The Interestings is the novel about which I raved to people all through the end of 2014.  Although I'd heard Meg Wollitzer interviewed before and was aware of her Ten Year Nap, I'd never read any of her work.  The Interestings tells the story of six teenagers who gather at an arts camp in the 70s.  They somewhat ironically dub themselves "The Interestings".  The novel then goes on to tell their stories and the paths they take after that summer all the way into middle age.  With all of them being artistic, creative types, the path to the future is not clear.  Who will follow their art and live it out?  Who will make different decisions?  Wollitzer writes in an understated fashion that lets the characters come through.  She deftly drops little foreshadowing bread crumbs that pull the reader along in a plot that does not disappoint.  Time, especially, early on in the novel follows an anything-but-linear path.  I read an interview after reading the book that cited the -Up movies (7-Up, 14-Up...) as a point of inspiration.  The comparison I made before reading that was to John Updike's Rabbit novels.  It's fascinating to follow these characters over such a long arc of time and life.  As the novel came to a close, I didn't want to finish it because I would mourn the chance to spend time with the characters and see what they were up to.  At over 450 pages, it's substantial.  Still, I read the last 12 pages in three sittings, delaying the inevitable.  I may be at the perfect age to read this book.  Two late thirties/forty-something friends and I had a conference call book club to discuss it.  In fact, I owe Catherine Christopher a great debt of gratitude for pointing me to this book in a facebook discussion in which she asked *me* for book recommendations.  She and Angelique Bamberg and I had a terrific conversation about it that only enhanced the reading experience.

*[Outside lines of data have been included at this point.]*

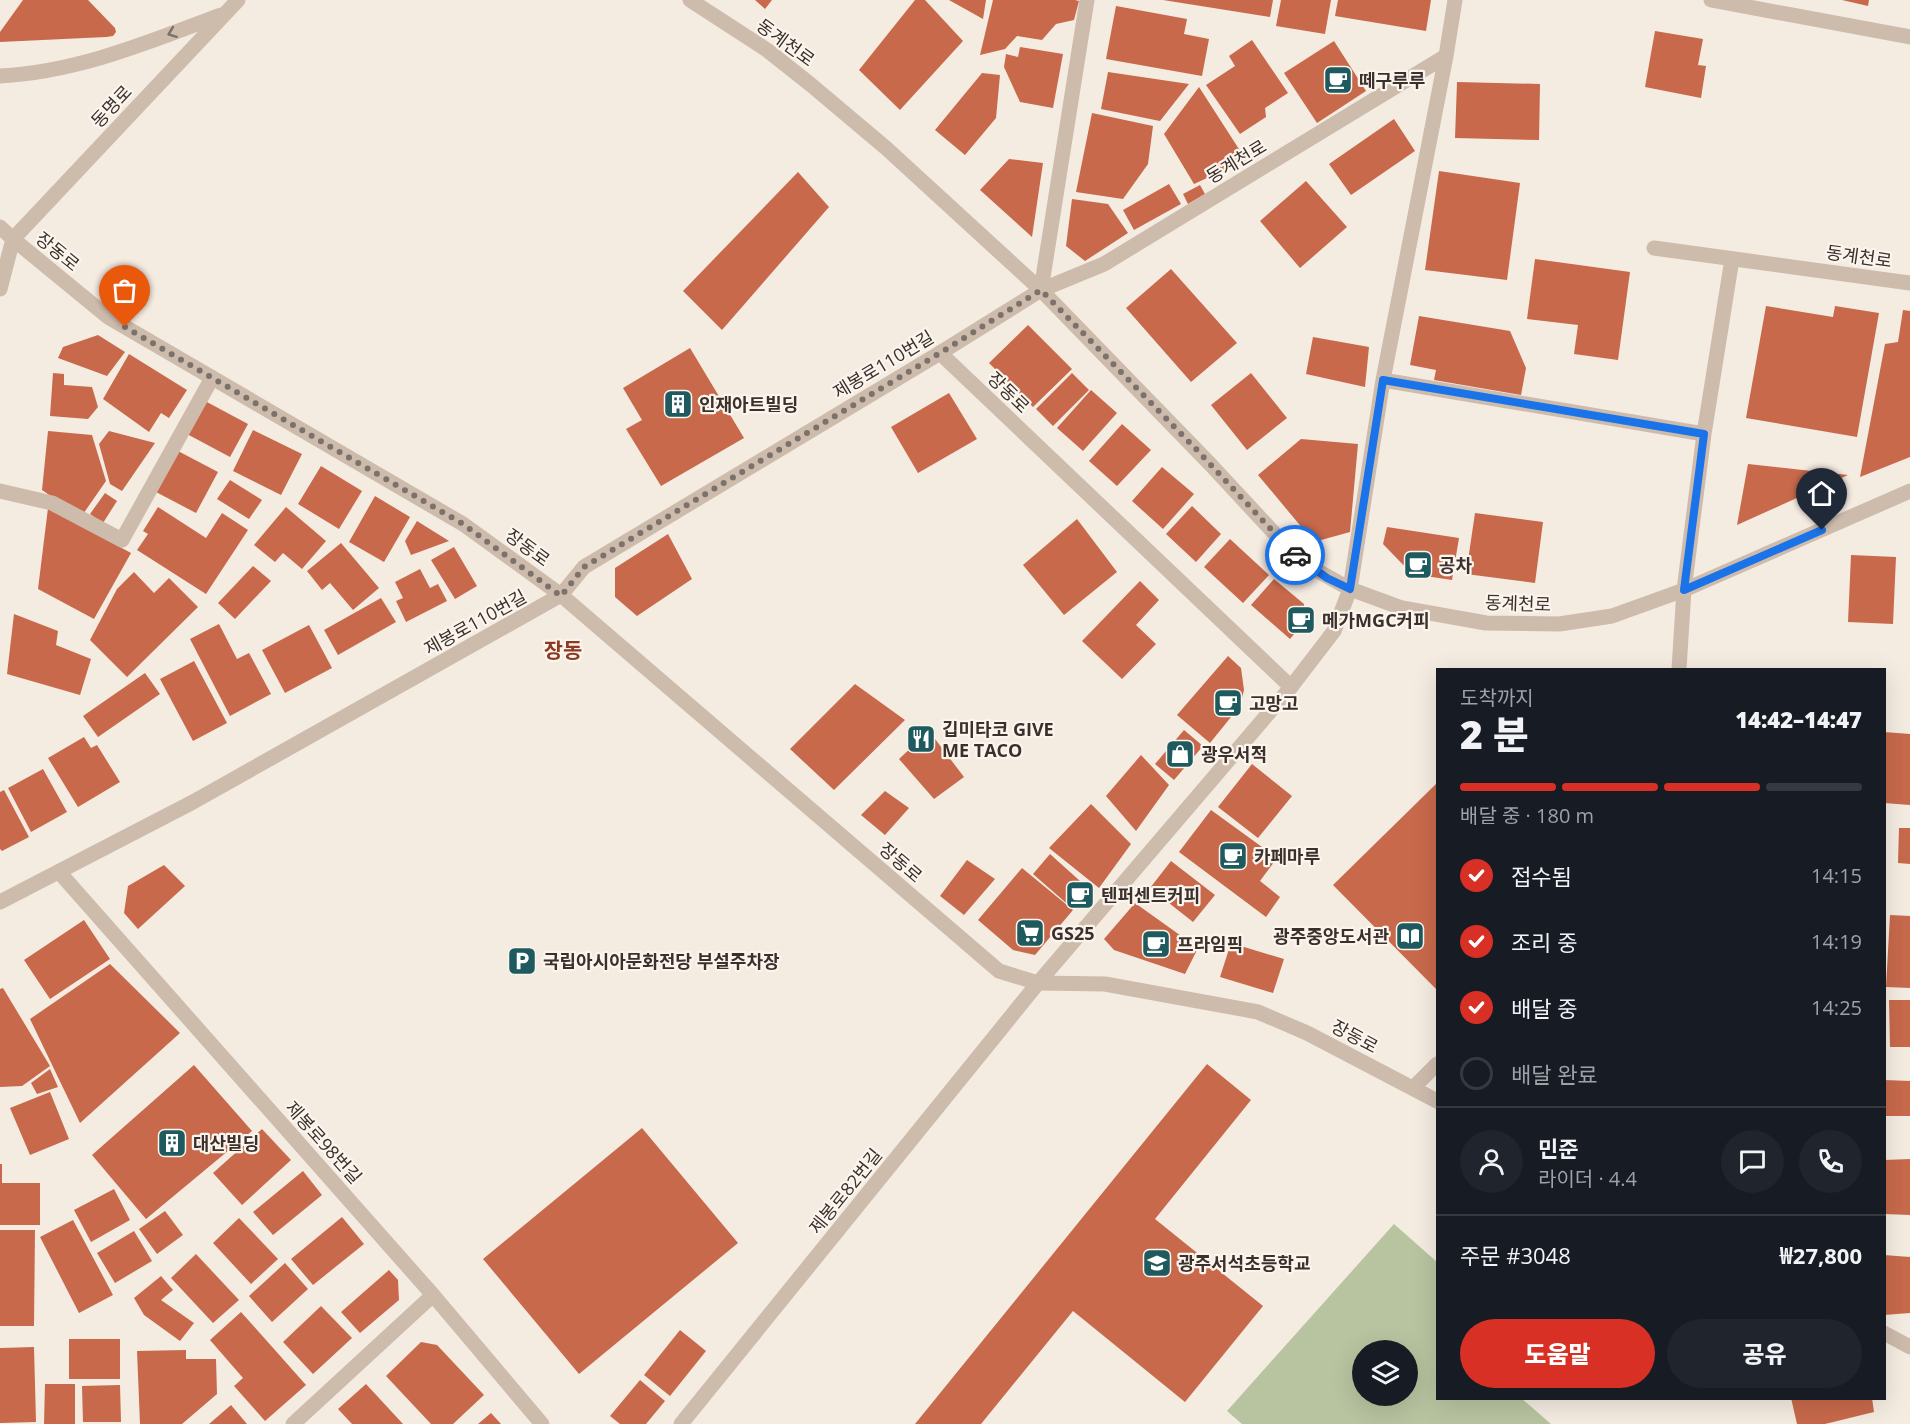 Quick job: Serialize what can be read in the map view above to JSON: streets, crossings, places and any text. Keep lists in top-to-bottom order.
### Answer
{
  "streets": {
    "street": [
      "동계천로",
      "동명로",
      "장동로",
      "제봉로110번길",
      "제봉로98번길",
      "제봉로82번길"
    ]
  },
  "crossings": [
    ["동계천로", "제봉로110번길"],
    ["동명로", "장동로"],
    ["장동로", "제봉로110번길"],
    ["장동로", "제봉로82번길"],
    ["제봉로110번길", "제봉로98번길"]
  ],
  "districts": ["장동"],
  "places": {
    "cafe": [
      "떼구루루",
      "공차",
      "메가MGC커피",
      "고망고",
      "카페마루",
      "텐퍼센트커피",
      "프라임픽"
    ],
    "building": ["인재아트빌딩", "대산빌딩"],
    "restaurant": ["깁미타코 GIVE ME TACO"],
    "shop": ["광우서적"],
    "supermarket": ["GS25"],
    "library": ["광주중앙도서관"],
    "parking": ["국립아시아문화전당 부설주차장"],
    "school or university": ["광주서석초등학교"]
  },
  "page": {
    "heading": ["2 분", "도착까지", "14:42–14:47"],
    "panel": [
      "민준",
      "라이더 · 4.4",
      "주문 #3048",
      "₩27,800"
    ],
    "bar": "배달 중 · 180 m",
    "list": [
      ["접수됨", "14:15"],
      ["조리 중", "14:19"],
      ["배달 중", "14:25"],
      "배달 완료"
    ],
    "buttons": ["도움말", "공유"]
  }
} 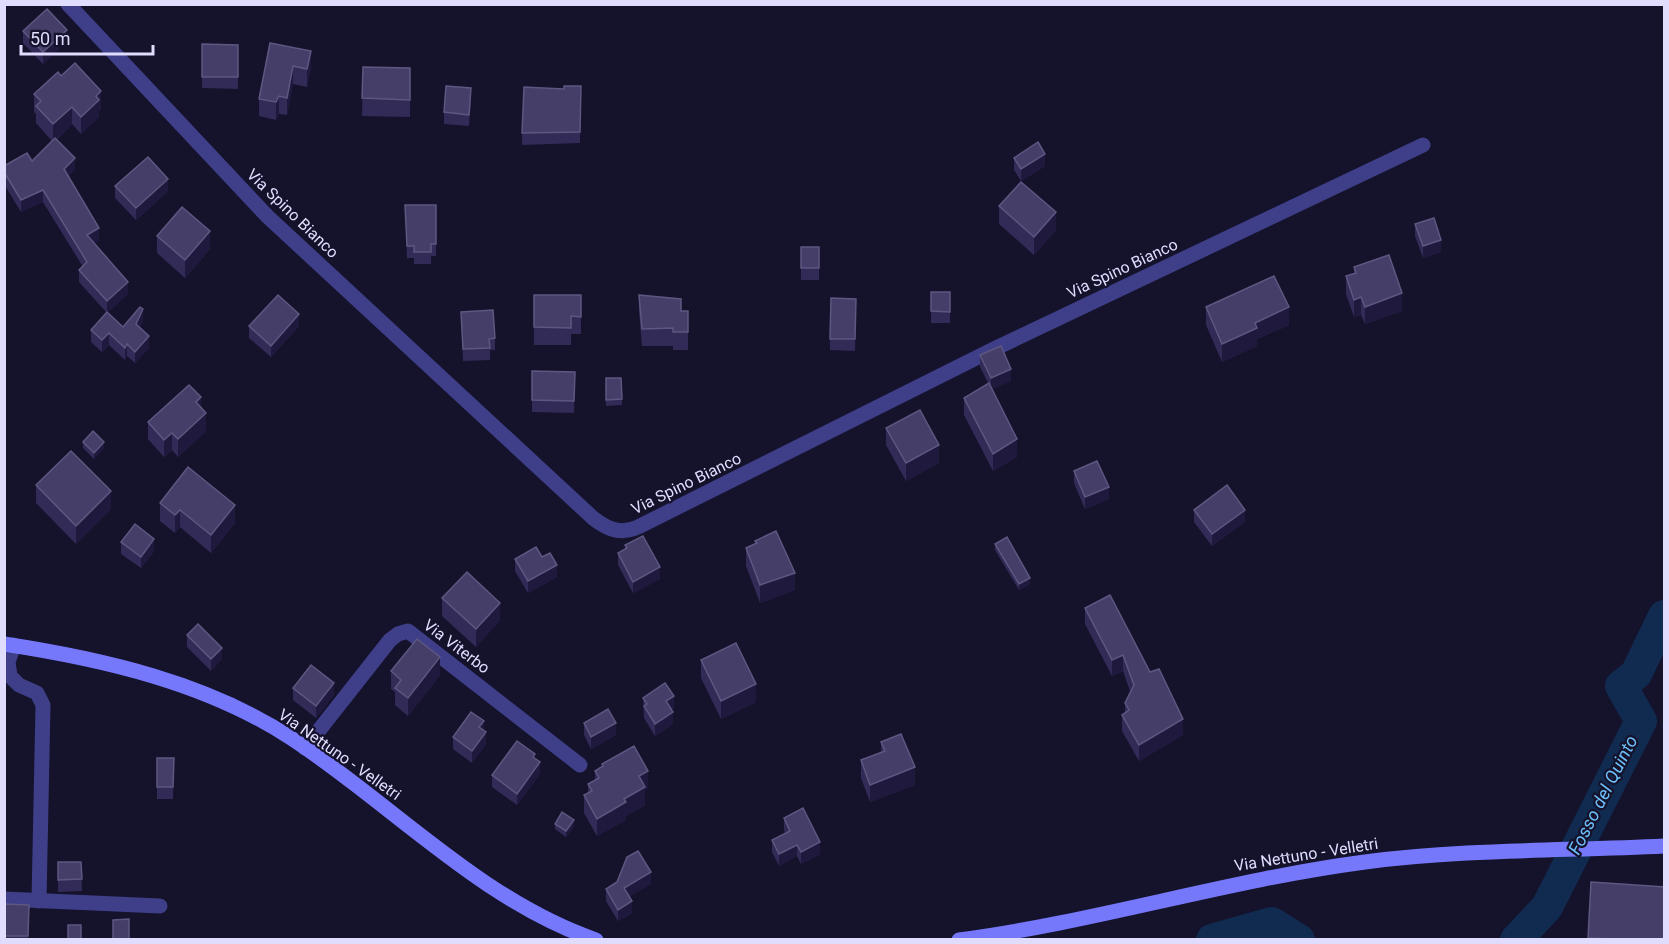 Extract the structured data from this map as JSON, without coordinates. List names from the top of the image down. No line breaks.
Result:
{"streets":{"main road":["Via Nettuno - Velletri"],"street":["Via Spino Bianco","Via Viterbo"]},"crossings":[["Via Viterbo","Via Nettuno - Velletri"]],"water":["Fosso del Quinto"],"scale_bar":"50 m"} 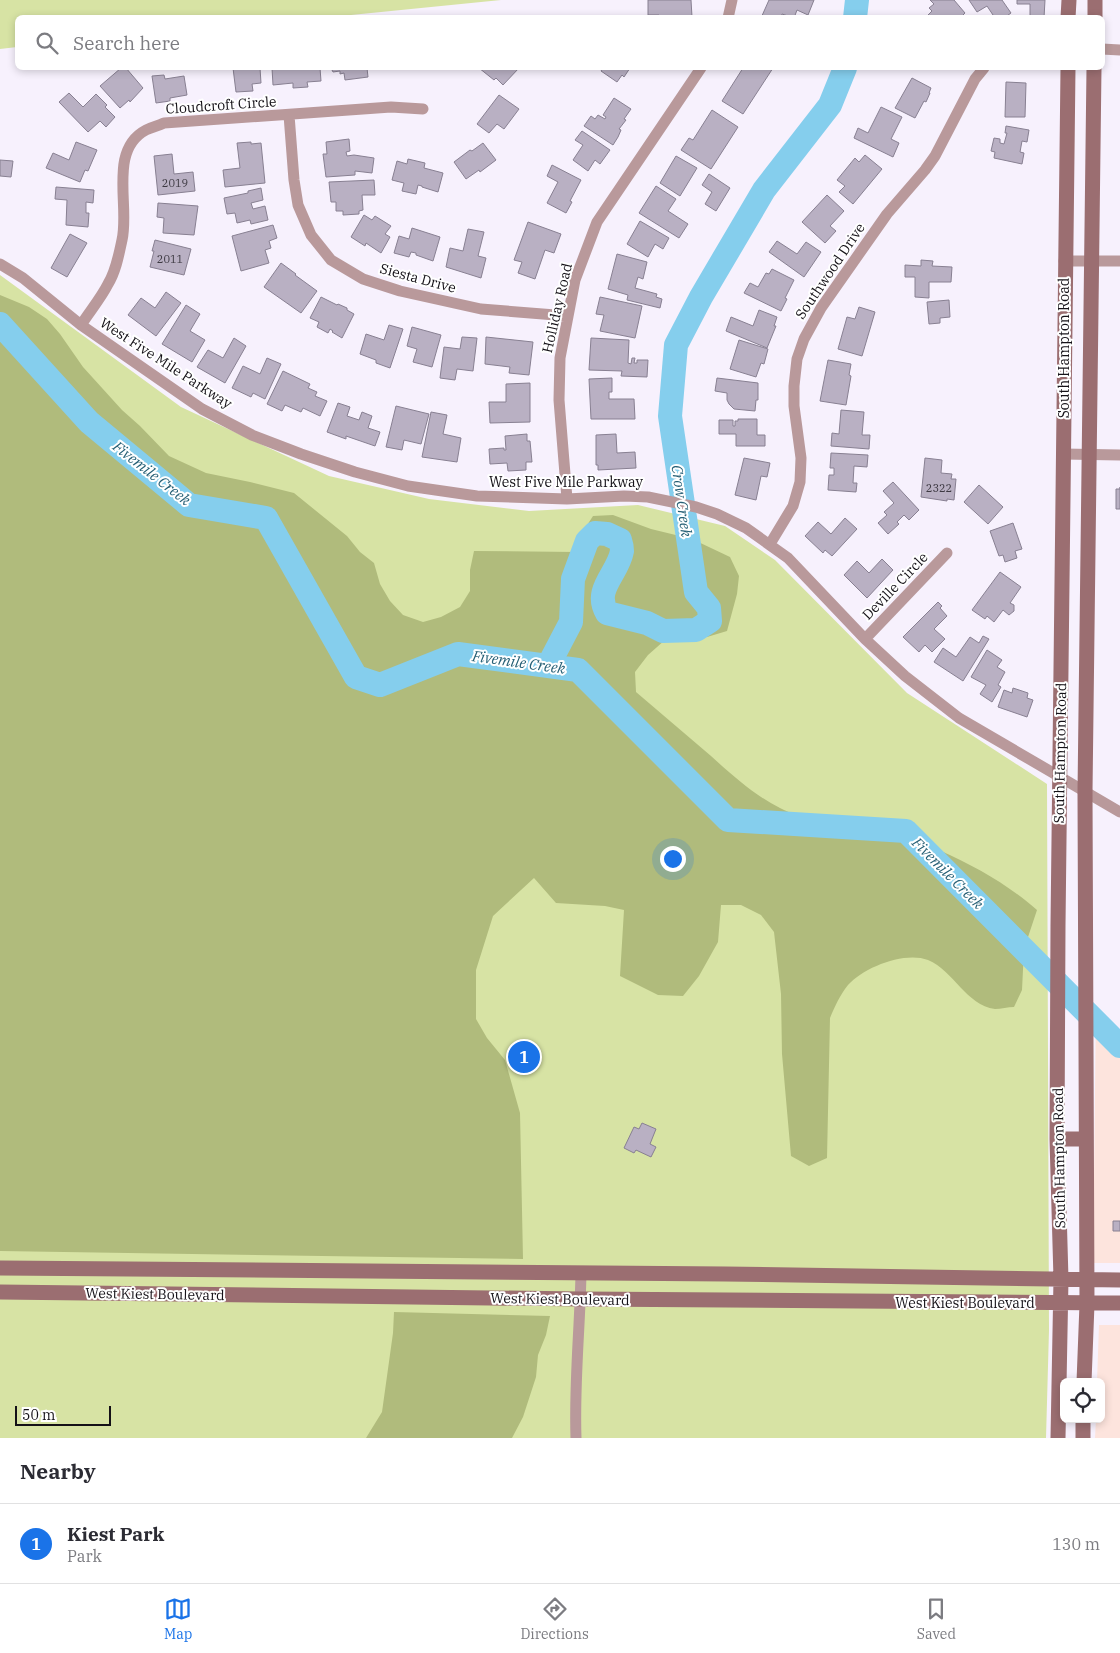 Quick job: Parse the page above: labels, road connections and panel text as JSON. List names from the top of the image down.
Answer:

The Orphan Master's Son, Adam Johnson, 2012- Pulitzer Prize for Fiction 2013, read in 2014

The Orphan Master's Son is a masterpiece.  Demanding, engrossing and eventually deeply satisfying.  A novel set in what has been called "a hermit state" possibly couldn't be honest without being demanding.  North Korea is a black box for those outside it.  Johnson apparently got some access to this forbidden place because he thanks people who helped him in his travels to the Democratic Peoples Republic of Korea in his acknowledgments.  The book contains two parts, one focusing on a character called Pak Jun Do, and the second focusing on a character called Commander Ga.  Only people who have read it will understand the significance of the phrase "a character called" such and such.  Three different narrators tell the story - a third person narrator describing events; a propaganda version of some of those events; and a government interrogator trying to make sense of some of those events.  The novel demands much of the reader because it's set in such a strange and walled terrain.  Also, though, one of the points the novel makes revolves around the nature of truth.  Reading through the shifting nature of truth and reality slowed me down at times.  I found myself not always enthusiastic to return to the work of parsing these shifting sands.  Johnson takes on a difficult task with high ambition and fulfills.  I read the last forty pages pretty much at one sitting - something I virtually never do - because the narrative propelled itself that compellingly.  Reflecting on my struggles to read some early and middle part of it, I believe that I would have been happier had I read the entire book in 40-page chunks.  Perhaps that makes this a good beach read.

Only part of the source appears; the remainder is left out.